I'm prototyping my own Naive Bayes bag o' words model, and I had a question about calculating the feature probabilities.
Let's say I've got two classes, I'll just use spam and not-spam since that's what everyone uses. And let's take the word "viagra" as an example. I have 10 emails in my training set, 5 spam and 5 non-spam. "viagra" appears in all 5 spam documents. In one of the training documents it appears 3 times (this is what my question is about), so that's 7 appearances in spam total. In the non-spam training set, it appears 1 time.
If I want to estimate p(viagra | spam) is it simply:
p(viagra | spam) = 5 spam documents contain viagra / 5 spam documents total = 1
In other words, does the fact that one document mentioned viagra 3 times instead of once really not matter?

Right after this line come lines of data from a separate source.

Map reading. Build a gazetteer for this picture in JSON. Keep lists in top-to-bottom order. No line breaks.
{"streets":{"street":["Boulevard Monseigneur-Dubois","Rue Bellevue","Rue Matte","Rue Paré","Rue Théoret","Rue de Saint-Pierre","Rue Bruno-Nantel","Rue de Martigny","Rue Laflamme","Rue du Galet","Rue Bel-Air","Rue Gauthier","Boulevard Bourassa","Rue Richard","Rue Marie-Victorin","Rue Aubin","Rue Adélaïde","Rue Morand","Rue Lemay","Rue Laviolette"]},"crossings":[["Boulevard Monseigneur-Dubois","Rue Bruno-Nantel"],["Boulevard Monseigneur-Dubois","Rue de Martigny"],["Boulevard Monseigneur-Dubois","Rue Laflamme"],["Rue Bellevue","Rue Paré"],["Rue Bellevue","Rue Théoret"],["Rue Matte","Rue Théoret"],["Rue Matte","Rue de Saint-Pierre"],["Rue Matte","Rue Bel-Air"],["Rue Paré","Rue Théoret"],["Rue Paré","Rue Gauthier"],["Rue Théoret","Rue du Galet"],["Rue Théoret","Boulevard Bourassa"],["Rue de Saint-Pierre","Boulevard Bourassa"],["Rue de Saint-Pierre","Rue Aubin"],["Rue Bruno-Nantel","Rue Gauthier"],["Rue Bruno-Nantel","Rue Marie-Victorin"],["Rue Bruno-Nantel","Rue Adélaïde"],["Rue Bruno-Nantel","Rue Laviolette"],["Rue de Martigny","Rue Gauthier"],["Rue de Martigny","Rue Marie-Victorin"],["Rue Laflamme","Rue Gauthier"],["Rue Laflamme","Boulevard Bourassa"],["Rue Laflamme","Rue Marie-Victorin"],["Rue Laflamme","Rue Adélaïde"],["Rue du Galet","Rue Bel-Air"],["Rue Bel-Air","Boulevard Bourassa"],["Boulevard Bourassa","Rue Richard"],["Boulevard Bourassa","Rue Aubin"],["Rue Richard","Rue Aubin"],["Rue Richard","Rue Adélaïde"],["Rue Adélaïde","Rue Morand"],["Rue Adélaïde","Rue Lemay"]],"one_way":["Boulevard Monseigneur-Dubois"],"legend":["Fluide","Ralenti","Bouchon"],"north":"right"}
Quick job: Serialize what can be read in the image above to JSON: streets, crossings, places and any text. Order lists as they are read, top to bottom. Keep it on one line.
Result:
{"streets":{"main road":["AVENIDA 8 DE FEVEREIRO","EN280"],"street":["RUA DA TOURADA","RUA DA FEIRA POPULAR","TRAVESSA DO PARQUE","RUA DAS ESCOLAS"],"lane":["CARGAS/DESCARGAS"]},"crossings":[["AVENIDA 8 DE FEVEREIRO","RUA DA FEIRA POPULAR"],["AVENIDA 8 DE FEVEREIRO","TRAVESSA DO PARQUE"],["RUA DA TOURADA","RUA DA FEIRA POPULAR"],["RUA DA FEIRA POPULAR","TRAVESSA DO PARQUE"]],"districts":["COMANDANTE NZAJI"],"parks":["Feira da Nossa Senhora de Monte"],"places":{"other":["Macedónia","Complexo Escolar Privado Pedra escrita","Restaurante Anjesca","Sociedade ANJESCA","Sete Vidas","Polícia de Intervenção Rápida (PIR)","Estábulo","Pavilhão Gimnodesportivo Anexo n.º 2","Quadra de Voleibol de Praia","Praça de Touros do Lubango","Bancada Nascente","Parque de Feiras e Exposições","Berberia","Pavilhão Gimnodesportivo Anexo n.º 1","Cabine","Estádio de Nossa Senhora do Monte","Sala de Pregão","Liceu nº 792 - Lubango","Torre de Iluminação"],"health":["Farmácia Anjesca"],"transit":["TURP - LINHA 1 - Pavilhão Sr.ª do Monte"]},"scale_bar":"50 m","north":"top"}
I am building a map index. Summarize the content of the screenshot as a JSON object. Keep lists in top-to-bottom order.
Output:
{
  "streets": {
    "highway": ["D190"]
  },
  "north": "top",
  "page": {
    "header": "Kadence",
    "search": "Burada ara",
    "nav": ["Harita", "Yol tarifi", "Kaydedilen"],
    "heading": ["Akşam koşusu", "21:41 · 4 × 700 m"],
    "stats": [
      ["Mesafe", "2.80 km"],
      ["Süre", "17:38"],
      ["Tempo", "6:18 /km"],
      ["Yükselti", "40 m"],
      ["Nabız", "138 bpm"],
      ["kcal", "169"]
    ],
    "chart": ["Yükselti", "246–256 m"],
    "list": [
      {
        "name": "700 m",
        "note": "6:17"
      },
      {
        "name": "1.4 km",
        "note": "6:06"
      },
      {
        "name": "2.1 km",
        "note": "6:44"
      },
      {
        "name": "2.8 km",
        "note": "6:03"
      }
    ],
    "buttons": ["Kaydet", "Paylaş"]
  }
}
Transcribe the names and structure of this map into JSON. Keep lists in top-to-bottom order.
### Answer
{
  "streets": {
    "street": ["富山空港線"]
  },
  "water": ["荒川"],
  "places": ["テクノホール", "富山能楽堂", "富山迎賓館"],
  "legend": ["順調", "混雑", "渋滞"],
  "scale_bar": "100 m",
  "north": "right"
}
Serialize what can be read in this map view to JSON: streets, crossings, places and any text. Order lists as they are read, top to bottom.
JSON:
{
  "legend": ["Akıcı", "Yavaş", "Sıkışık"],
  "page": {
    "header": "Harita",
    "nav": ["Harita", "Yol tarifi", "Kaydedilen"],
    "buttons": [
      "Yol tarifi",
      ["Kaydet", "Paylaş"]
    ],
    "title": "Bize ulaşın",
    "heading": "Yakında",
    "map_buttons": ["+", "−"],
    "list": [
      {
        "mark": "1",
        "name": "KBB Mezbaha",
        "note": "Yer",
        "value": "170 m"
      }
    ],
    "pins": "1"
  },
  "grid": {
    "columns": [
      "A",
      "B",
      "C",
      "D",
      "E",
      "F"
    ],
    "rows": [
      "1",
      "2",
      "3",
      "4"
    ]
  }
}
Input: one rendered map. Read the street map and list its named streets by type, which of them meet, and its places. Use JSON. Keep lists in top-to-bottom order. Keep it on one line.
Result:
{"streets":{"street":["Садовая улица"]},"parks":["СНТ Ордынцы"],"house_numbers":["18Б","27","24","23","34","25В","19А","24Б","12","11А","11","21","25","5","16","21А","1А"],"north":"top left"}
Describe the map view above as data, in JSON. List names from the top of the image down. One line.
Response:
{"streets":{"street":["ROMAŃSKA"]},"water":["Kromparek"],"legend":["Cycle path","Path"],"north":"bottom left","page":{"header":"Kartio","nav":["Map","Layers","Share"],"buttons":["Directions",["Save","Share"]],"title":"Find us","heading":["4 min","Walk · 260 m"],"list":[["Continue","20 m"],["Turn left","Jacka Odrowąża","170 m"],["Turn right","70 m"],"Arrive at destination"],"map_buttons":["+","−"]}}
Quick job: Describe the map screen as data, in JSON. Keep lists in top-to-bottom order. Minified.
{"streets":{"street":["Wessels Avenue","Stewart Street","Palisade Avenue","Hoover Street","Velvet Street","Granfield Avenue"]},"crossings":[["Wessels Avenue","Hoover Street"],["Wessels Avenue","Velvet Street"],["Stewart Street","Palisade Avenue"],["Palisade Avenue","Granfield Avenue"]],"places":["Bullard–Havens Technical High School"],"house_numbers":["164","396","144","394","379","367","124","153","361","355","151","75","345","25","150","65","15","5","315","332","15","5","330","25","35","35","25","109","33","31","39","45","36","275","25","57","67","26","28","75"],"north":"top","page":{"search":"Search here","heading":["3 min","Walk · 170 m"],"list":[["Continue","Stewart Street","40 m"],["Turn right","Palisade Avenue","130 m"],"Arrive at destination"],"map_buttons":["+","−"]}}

Edit: Here's a blog post where the author uses the approach I just laid out: http://ebiquity.umbc.edu/blogger/2010/12/07/naive-bayes-classifier-in-50-lines/
And here's a blog post where the author says: p(viagra | spam) = 7 viagra spam mentions / 8 total mentions http://www.nils-haldenwang.de/computer-science/machine-learning/how-to-apply-naive-bayes-classifiers-to-document-classification-problems
And then one of the answers below says it should be: p(viagra | spam) = 7 viagra mentions in spam / total term count in spam
Can anyone link to a source that gives an opinion on this?